Sandokan became a true "national case" of its own. Many children in those years were called by the name of the protagonist and the term even became an adjective, meaning "strong and/or big and/or brave". It represented "a substantial change in the tastes of a popular public" and activated «one of the main phenomena of merchandising and television fandom", unusual for the time if relating to a television product, reproduced from sticker albums, school diaries, T-shirts, carnival masks, toys and so on. The performance of Kabir Bedi, semi-unknown at the beginning of filming, entered the collective memory and made the actor a figure revered by an entire generation. Bedi himself turned out to be very pleased and in fact he later expressed his attachment to the drama on several occasions: «I have always considered the success of Sandokan as my greatest fortune. Because he is the one who made me what every actor dreams of being: unforgettable". Similar to Bedi, Carole André also became very famous. The television Sandokan, while consecrating her in terms of popularity, soon became an intolerable limit for the actress, who was never able to obtain important parts in other productions and was content with stereotyped and repetitive roles until her retirement from the stage.

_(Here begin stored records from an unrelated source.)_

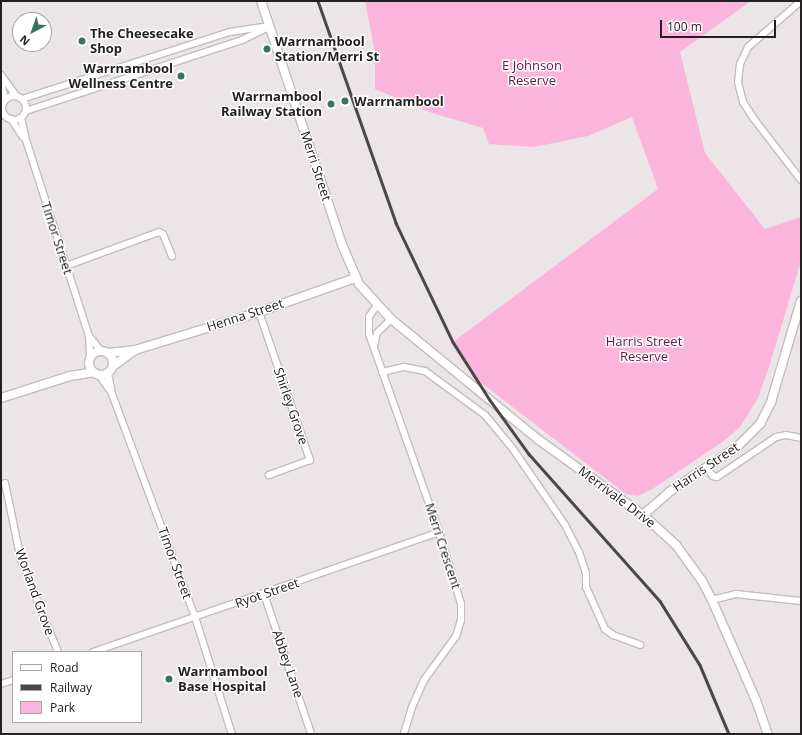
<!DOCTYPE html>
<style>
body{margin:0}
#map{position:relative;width:802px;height:735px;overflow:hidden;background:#ebe5e8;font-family:"Open Sans",sans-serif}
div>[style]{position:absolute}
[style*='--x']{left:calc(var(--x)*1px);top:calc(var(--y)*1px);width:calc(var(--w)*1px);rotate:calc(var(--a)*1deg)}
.green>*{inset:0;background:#fbb4db}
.roads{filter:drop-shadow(1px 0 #c3bcbf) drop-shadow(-1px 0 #c3bcbf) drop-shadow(0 1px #c3bcbf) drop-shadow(0 -1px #c3bcbf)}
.minor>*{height:6px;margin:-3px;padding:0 3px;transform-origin:3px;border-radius:3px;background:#fff}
.minor>.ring{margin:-3px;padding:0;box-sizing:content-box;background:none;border:6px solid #fff;border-radius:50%}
.tertiary>*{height:8px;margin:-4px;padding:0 4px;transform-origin:4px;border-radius:4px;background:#fff}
.tertiary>.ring{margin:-4px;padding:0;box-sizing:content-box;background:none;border:8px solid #fff;border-radius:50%}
.rail>*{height:2.5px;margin:-1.25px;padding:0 1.25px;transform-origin:1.25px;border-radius:1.25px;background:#494748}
.dots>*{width:11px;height:11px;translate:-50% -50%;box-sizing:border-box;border:2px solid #fff;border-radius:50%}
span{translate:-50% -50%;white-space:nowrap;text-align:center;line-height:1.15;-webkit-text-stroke:3px #fff;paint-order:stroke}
.poi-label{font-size:13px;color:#222021;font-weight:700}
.left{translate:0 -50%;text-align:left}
.right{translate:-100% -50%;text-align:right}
.park-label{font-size:13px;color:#631648}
.street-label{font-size:13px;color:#222021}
.frame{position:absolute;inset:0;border:2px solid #222021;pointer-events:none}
.legend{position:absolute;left:12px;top:651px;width:130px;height:72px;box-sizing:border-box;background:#fff;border:1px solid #a7a6a6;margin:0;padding:5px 7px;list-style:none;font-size:12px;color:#222021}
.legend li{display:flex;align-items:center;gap:8px;height:20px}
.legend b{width:20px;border:1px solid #a7a6a6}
.north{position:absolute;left:12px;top:12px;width:40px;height:40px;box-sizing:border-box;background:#fff;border:1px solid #a7a6a6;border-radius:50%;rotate:221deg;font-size:11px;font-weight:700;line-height:16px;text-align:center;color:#222021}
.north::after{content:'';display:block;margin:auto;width:14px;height:18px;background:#39735c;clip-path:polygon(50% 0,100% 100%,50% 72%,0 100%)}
.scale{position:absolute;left:660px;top:20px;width:116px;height:18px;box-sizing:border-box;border:2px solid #222021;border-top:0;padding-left:5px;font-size:12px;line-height:14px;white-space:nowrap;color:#222021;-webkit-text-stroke:3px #fff;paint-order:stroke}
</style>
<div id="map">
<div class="green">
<i style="clip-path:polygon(365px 1px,751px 1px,680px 52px,705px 153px,765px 229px,801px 217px,801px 261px,769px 367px,758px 398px,740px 427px,725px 440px,654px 488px,638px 496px,626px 494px,480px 382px,453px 342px,658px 189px,632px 117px,588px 136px,534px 147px,489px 144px,483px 128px,432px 113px,375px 89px,375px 52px)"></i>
</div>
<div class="roads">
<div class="minor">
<i style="--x:801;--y:1;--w:70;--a:139"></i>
<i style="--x:748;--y:47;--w:19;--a:115"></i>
<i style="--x:740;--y:64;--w:18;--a:96"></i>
<i style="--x:738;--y:82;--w:21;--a:76"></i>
<i style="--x:743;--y:102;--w:20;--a:57"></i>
<i style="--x:754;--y:119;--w:77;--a:52.4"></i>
<i style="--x:1;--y:75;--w:26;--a:54"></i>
<i style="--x:1;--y:81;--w:19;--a:78"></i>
<i class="ring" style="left:2px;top:96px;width:18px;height:18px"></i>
<i style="--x:22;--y:99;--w:218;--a:-17.9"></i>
<i style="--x:229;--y:32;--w:41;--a:-8.3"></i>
<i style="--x:26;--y:111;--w:227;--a:-18.2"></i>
<i style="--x:242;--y:40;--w:28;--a:-26"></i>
<i style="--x:21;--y:118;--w:23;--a:77"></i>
<i style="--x:26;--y:140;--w:206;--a:72.2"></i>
<i style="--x:89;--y:336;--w:22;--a:87"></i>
<i style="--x:11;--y:119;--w:22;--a:56"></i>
<i style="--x:66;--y:266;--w:99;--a:-20.1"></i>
<i style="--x:159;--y:232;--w:4;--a:27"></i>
<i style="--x:163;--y:234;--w:24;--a:68"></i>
<i style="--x:377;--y:305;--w:14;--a:124"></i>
<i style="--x:369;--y:317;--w:17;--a:90"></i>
<i style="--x:369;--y:334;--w:210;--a:70.5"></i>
<i style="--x:439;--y:532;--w:75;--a:73"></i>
<i style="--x:461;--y:604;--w:16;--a:90"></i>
<i style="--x:461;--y:620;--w:17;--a:107"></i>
<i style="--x:456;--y:636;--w:54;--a:126"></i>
<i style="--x:424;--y:680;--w:30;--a:114"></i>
<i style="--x:412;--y:707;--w:28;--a:107"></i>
<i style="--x:259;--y:312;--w:157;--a:71"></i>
<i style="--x:310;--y:460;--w:44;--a:159.9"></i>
<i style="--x:89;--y:336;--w:19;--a:51"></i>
<i style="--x:374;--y:346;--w:13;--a:-77"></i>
<i style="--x:377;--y:333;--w:20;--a:-45"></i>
<i style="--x:382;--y:372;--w:23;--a:-13"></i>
<i style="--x:404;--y:367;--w:21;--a:11"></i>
<i style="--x:425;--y:371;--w:74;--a:36.3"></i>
<i style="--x:485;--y:415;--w:44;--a:50.5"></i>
<i style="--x:513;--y:449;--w:92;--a:55.6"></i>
<i style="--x:565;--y:525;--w:30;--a:63"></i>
<i style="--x:579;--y:552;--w:22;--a:72"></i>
<i style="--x:586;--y:573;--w:14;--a:90"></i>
<i style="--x:586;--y:587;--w:46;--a:65.7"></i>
<i style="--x:605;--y:629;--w:10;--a:37"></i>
<i style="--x:613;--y:635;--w:29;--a:20"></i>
<i style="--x:108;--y:373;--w:21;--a:79"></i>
<i style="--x:112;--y:394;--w:238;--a:69.6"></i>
<i style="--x:195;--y:617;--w:123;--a:72.5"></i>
<i style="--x:99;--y:375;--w:19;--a:55"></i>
<i style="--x:707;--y:468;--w:10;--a:53"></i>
<i style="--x:713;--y:476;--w:4;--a:14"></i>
<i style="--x:717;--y:477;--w:71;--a:-34.1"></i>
<i style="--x:776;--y:437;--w:10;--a:-11"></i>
<i style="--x:786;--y:435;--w:15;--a:11"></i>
<i style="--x:5;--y:483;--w:79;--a:78.3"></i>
<i style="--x:21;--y:560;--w:99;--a:68.1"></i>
<i style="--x:264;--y:594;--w:148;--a:71.4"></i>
<i style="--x:712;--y:600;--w:25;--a:-14"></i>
<i style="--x:736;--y:594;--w:65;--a:6.1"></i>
<i style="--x:93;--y:652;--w:366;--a:-19.1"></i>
<i style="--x:1;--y:684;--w:13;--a:-18"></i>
</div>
<div class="tertiary">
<i style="--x:261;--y:1;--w:259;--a:71.6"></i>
<i style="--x:343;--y:247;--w:40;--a:66.6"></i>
<i style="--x:359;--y:284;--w:47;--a:47.6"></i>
<i style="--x:391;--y:319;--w:191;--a:39.3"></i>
<i style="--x:539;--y:440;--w:128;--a:35.8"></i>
<i style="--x:643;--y:515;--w:45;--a:42.3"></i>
<i style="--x:676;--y:545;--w:44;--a:54.2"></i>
<i style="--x:702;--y:581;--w:21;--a:62"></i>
<i style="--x:712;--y:600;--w:109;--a:66.3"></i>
<i style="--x:756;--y:700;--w:36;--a:71"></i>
<i class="ring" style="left:89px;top:351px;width:16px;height:16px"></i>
<i style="--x:108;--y:353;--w:27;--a:-6"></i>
<i style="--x:135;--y:350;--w:130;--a:-17"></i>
<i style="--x:259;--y:312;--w:102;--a:-19.5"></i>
<i style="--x:113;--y:366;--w:26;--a:-36"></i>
<i style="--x:1;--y:398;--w:72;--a:-17.7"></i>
<i style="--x:70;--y:376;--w:24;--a:-9"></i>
<i style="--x:643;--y:515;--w:35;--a:-41"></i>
<i style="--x:669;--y:492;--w:82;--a:-33.5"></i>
<i style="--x:737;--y:447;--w:33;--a:-45"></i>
<i style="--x:760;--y:424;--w:25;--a:-63"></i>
<i style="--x:771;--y:402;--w:105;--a:-73.5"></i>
</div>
</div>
<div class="rail">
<i style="--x:318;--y:1;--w:235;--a:70.6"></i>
<i style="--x:396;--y:223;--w:132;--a:64.4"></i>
<i style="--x:453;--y:342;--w:69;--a:57.5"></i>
<i style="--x:490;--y:400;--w:67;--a:54.2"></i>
<i style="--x:529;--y:454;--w:197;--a:48.3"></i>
<i style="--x:660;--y:601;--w:75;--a:58"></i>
<i style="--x:700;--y:665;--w:75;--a:67.2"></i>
</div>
<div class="dots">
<i style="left:82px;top:41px;background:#39735c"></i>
<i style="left:267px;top:49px;background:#39735c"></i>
<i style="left:181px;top:76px;background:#39735c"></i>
<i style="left:345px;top:101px;background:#39735c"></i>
<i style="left:331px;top:104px;background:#39735c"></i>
<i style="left:169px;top:679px;background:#39735c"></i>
</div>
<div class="poi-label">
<span class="left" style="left:90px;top:41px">The Cheesecake<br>Shop</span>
<span class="left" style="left:275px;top:49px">Warrnambool<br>Station/Merri St</span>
<span class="right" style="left:173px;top:76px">Warrnambool<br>Wellness Centre</span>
<span class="right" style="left:322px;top:104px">Warrnambool<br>Railway Station</span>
<span class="left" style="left:354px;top:101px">Warrnambool</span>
<span class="left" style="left:178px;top:679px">Warrnambool<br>Base Hospital</span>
</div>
<div class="park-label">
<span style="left:532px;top:73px">E Johnson<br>Reserve</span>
<span style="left:644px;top:349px">Harris Street<br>Reserve</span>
</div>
<div class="street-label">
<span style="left:316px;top:166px;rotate:72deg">Merri Street</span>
<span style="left:57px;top:238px;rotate:72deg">Timor Street</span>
<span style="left:245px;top:315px;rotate:-18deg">Henna Street</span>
<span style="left:291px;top:406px;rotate:71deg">Shirley Grove</span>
<span style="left:706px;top:467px;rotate:-34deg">Harris Street</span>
<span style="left:617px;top:497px;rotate:37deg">Merrivale Drive</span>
<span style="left:443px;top:546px;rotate:72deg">Merri Crescent</span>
<span style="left:175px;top:563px;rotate:70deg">Timor Street</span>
<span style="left:35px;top:592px;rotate:70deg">Worland Grove</span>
<span style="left:267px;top:593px;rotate:-19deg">Ryot Street</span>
<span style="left:288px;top:664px;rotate:71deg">Abbey Lane</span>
</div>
<div class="frame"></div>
<ul class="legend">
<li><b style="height:5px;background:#fff"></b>Road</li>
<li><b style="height:5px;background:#494748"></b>Railway</li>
<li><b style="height:11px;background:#fbb4db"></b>Park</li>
</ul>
<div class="north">N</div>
<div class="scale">100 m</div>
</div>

The public response obtained induced the production to prepare a film version of the drama, divided into two parts, Sandokan - 1st part and Sandokan - 2nd part. Due to the excessive length of the film, which forced one to go to the cinema twice, the film version did not prove to be a great success. Sollima's drama also acquired international resonance: it was in fact exploited in many parts of the world, where it was adequately promoted. In total it was sold to eighty-five countries and it was the first time that Americans bought a drama which, although filmed in English, was not of Anglo-Saxon production.

===International broadcast===
RTP1 aired the series from 19 November to 27 December 1976.

Out of the three countries that produced the series, West Germany saw it much later: ARD only premiered it on 21 April 1979.

A Hindi-dubbed collectors' edition DVD was released in 2015, the launch was fronted by its lead actor Kabir Bedi. The series had aired before on Doordarshan at some stage in the 1980s, but in English.

==Cast==
- Kabir Bedi as Sandokan
- Carole André as Lady Marianna Guillonk
- Philippe Leroy as Yanez De Gomera
- Adolfo Celi as James Brooke
- Andrea Giordana as Sir William Fitzgerald
- Hans Caninenberg as Lord Guillonk
- Milla Sannoner as Lucy Mallory
- Renzo Giovampietro as Dr. Kirby
- Franco Fantasia as Captain van Doren

==Soundtrack==
The musical score for the series was composed and performed by Guido & Maurizio De Angelis under their most famous alias, Oliver Onions. The score, released as an album, also included songs performed by the duo in Italian and English. Their title song, heard under the opening credits, became hugely popular in Italy and Europe.

==In popular culture==
- In the variety show Due ragazzi incorreggibili (1976-1977), Franco Franchi and Ciccio Ingrassia propose the miniseries Sandogat - Il tigre della Magnesia (Sandogat - The Magnesian Tiger), an evident parody of Sollima's production. Sandogat was, like the original series, divided into six episodes, and was written by Mario Amendola and Bruno Corbucci and starred, other than Franchi (Sandogat) and Ingrassia (Yanez), Daniela Goggi (Marianna), Enzo Andronico, Warner Bentivegna and Enzo Liberti. In the final episode, Sandokan/Kabir Bedi himself appears in a photo montage, voiced by Pino Locchi, followed "impostors" Franco and Ciccio to play the simitar.
- Some references to Sollima's series appeared a few times in the fifth season of the Rai 1 series Un medico in famiglia (2007), owing largely to Kabir Bedi's appearance as Kabir Dahvi, an Indian immigrant who opens an Indian restaurant next to the Martini family's residence. In the episode Affronta la tigre, Kabir sees Cettina for the first time. The woman quickly falls in love with the man, who reminds her of Sandokan, her youthful idol. In the episode Ospite a sorpresa, Carole André appears in the role of Caterina Morelli, an Italian-French actress and opera singer who as a young girl was in love with Kabir and whom she affectionately called by the nickname "tiger" (another reference to the character of Sandokan).